● **WHAT IS NEEDED**: For this exercise, reproduce the entries below exactly, but only from the line containing "Give bounding boxes" through the line containing "Bounding boxes for all labels, symbols", both included.

- Opening Delimiter -

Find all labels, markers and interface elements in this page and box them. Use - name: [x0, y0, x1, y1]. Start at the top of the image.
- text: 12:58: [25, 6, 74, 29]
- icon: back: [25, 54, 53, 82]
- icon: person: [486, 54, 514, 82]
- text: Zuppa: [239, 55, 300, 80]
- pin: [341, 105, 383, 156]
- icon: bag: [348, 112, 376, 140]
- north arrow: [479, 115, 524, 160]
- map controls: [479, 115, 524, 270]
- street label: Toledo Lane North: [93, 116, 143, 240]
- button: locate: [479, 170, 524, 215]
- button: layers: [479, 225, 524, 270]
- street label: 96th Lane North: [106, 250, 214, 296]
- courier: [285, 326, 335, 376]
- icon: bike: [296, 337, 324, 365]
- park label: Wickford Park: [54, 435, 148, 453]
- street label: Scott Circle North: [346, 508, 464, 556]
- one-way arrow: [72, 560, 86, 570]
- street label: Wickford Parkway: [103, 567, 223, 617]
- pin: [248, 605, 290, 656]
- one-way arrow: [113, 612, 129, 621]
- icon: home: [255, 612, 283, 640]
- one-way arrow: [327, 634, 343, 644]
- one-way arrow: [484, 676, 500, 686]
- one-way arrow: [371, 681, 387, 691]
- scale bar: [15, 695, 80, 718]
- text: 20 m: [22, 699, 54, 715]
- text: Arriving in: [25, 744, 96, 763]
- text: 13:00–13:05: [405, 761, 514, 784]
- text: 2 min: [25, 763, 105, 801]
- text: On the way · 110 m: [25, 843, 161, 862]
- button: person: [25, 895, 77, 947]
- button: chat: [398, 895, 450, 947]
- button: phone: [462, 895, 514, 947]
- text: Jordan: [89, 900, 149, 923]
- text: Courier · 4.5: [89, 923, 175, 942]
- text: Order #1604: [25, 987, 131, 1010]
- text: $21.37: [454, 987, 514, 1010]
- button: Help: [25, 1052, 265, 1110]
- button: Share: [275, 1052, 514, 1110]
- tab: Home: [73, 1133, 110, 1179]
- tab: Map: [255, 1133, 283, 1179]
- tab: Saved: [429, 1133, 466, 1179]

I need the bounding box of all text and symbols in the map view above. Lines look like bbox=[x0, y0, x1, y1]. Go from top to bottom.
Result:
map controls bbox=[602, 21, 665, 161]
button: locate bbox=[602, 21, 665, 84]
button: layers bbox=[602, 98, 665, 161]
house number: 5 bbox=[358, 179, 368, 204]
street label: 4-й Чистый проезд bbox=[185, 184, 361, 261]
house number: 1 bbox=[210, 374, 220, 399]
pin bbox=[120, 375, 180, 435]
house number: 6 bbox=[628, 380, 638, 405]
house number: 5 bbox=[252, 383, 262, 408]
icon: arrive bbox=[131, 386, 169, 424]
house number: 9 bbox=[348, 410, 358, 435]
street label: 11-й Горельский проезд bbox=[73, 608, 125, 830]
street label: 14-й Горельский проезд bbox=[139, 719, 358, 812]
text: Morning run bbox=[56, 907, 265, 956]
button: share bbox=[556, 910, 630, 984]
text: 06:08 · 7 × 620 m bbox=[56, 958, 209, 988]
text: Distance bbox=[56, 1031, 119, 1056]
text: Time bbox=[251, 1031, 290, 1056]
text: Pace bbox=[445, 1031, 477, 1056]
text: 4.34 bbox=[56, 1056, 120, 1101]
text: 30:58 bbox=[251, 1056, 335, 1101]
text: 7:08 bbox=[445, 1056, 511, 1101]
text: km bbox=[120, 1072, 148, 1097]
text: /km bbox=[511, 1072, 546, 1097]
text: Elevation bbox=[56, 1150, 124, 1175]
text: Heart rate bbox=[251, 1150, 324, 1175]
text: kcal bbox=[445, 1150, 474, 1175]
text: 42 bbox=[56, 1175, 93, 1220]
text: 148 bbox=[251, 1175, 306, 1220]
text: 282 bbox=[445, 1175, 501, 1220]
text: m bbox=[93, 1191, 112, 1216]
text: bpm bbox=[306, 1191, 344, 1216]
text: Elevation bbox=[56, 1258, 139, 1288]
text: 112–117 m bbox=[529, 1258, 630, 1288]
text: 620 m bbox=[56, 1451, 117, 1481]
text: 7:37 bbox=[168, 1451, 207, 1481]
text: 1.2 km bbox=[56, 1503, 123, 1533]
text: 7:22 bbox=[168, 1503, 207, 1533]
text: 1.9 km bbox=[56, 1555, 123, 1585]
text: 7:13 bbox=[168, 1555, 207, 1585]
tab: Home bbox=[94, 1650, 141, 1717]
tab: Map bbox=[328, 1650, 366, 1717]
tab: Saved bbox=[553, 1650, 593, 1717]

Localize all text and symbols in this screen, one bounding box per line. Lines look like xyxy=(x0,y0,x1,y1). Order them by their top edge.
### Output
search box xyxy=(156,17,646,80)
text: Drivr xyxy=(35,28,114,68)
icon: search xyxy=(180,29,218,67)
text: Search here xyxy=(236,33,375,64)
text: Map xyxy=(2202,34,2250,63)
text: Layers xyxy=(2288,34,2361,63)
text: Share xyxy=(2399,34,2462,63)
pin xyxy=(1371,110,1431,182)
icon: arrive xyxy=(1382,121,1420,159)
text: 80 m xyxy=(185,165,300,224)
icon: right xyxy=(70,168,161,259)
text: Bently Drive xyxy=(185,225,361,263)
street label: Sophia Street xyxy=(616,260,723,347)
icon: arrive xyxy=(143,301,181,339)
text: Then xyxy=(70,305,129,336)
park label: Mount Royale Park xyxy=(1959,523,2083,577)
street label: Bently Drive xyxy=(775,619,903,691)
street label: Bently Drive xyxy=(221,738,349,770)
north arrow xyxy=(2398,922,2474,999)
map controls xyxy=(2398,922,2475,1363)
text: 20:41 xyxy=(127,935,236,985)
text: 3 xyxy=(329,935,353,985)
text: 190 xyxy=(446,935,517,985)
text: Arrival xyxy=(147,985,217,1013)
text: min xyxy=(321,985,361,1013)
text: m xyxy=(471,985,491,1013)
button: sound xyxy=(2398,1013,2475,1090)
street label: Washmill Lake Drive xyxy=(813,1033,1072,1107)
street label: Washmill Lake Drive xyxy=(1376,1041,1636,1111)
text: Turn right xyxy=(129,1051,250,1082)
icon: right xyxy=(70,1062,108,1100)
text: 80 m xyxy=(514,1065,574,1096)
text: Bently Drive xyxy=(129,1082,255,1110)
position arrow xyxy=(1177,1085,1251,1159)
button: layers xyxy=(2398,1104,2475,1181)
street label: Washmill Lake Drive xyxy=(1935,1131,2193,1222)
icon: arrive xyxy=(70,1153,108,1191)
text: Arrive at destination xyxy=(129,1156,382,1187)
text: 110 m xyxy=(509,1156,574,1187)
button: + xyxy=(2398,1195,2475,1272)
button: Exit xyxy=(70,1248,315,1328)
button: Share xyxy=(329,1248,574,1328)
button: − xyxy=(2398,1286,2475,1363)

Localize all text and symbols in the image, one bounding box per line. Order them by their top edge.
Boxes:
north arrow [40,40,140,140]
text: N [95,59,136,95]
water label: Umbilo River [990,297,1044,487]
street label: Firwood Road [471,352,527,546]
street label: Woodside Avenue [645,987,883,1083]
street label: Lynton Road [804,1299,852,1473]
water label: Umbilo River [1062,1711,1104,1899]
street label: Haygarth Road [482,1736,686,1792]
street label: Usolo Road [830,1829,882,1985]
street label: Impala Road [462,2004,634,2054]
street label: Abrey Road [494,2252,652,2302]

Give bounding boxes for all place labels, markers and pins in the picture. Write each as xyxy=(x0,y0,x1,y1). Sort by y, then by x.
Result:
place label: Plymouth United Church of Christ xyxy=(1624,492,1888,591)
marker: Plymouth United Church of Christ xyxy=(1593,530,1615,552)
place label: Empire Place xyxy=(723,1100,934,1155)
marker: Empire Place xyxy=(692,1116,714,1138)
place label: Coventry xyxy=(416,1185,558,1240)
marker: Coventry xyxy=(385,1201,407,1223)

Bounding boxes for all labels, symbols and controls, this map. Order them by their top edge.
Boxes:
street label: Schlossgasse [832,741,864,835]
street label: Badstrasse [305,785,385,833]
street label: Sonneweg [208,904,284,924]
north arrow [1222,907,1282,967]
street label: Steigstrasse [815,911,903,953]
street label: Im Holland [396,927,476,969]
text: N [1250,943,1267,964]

- Closing Delimiter -

● **EXERCISE SOLUTION**:
Give bounding boxes for all place labels, markers and pins in the picture. Write each as xyxy=(x0,y0,x1,y1). Sort by y, then by x.
Result:
place label: Plymouth United Church of Christ xyxy=(1624,492,1888,591)
marker: Plymouth United Church of Christ xyxy=(1593,530,1615,552)
place label: Empire Place xyxy=(723,1100,934,1155)
marker: Empire Place xyxy=(692,1116,714,1138)
place label: Coventry xyxy=(416,1185,558,1240)
marker: Coventry xyxy=(385,1201,407,1223)

Bounding boxes for all labels, symbols and controls, this map. Order them by their top edge.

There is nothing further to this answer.